▶ What to do: Word for word, restate all the records; images are not part of the copy.

▶ Extracted material:
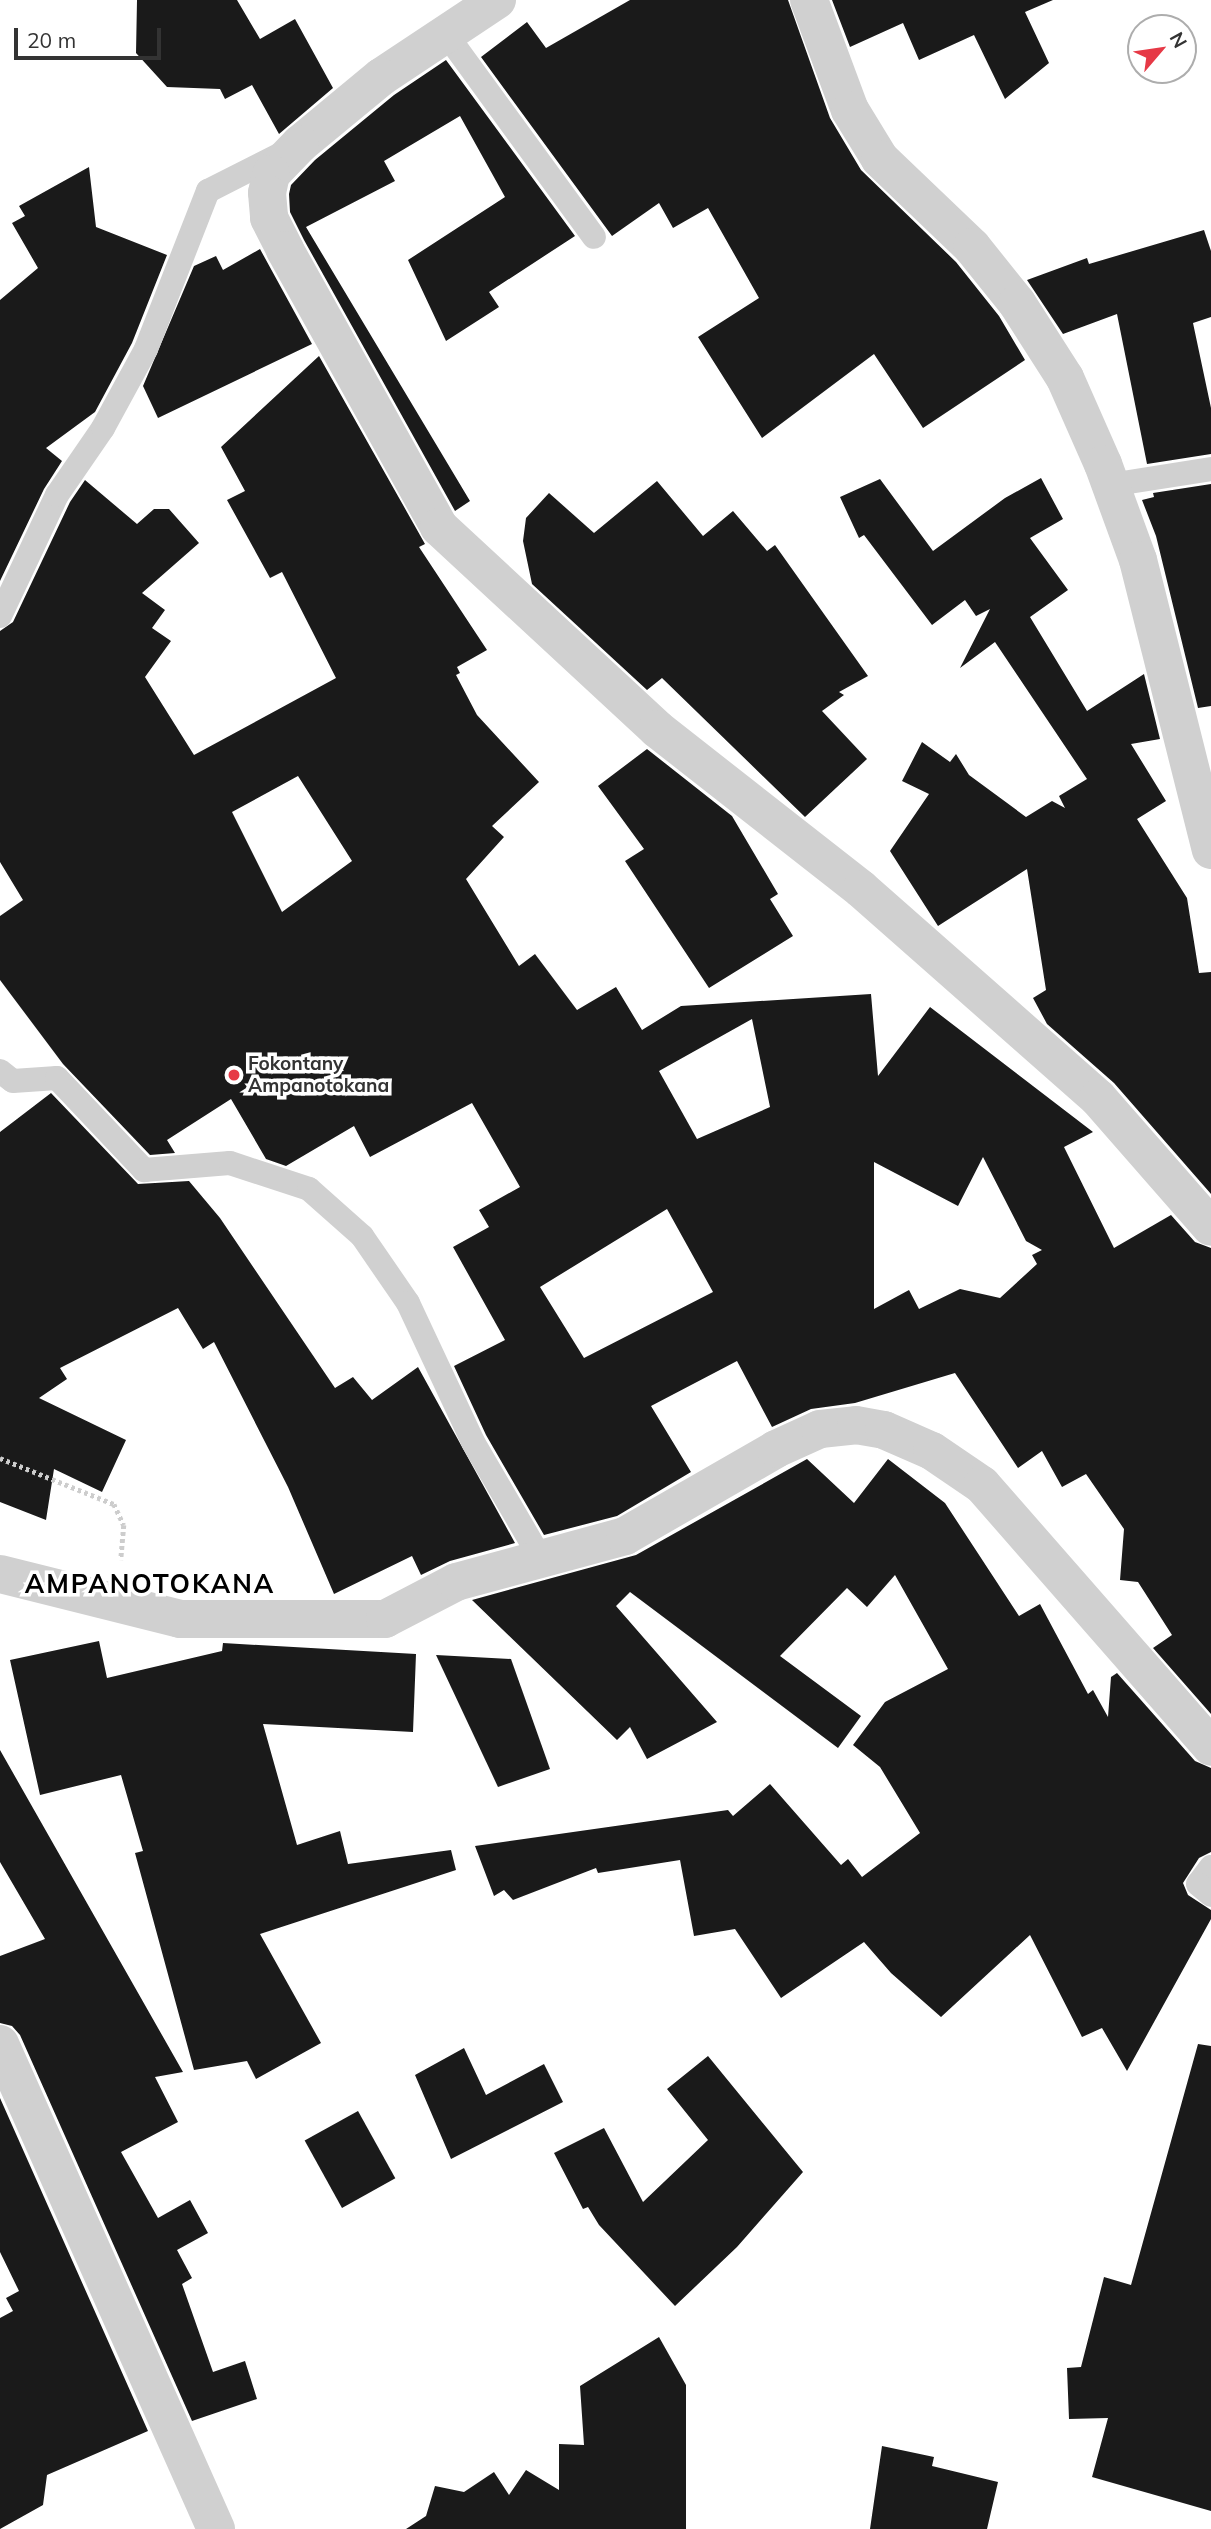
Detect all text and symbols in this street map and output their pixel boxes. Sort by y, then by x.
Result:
scale bar [18,14,164,58]
north arrow [1127,14,1197,84]
text: 20 m [27,27,76,53]
text: N [1165,28,1193,52]
place label: Fokontany Ampanotokana [248,1053,389,1097]
marker: Fokontany Ampanotokana [226,1067,242,1083]
district label: AMPANOTOKANA [26,1568,274,1600]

▶ Solution to the exercise:
Detect all text and symbols in this street map and output their pixel boxes. Sort by y, then by x.
Result:
scale bar [18,14,164,58]
north arrow [1127,14,1197,84]
text: 20 m [27,27,76,53]
text: N [1165,28,1193,52]
place label: Fokontany Ampanotokana [248,1053,389,1097]
marker: Fokontany Ampanotokana [226,1067,242,1083]
district label: AMPANOTOKANA [26,1568,274,1600]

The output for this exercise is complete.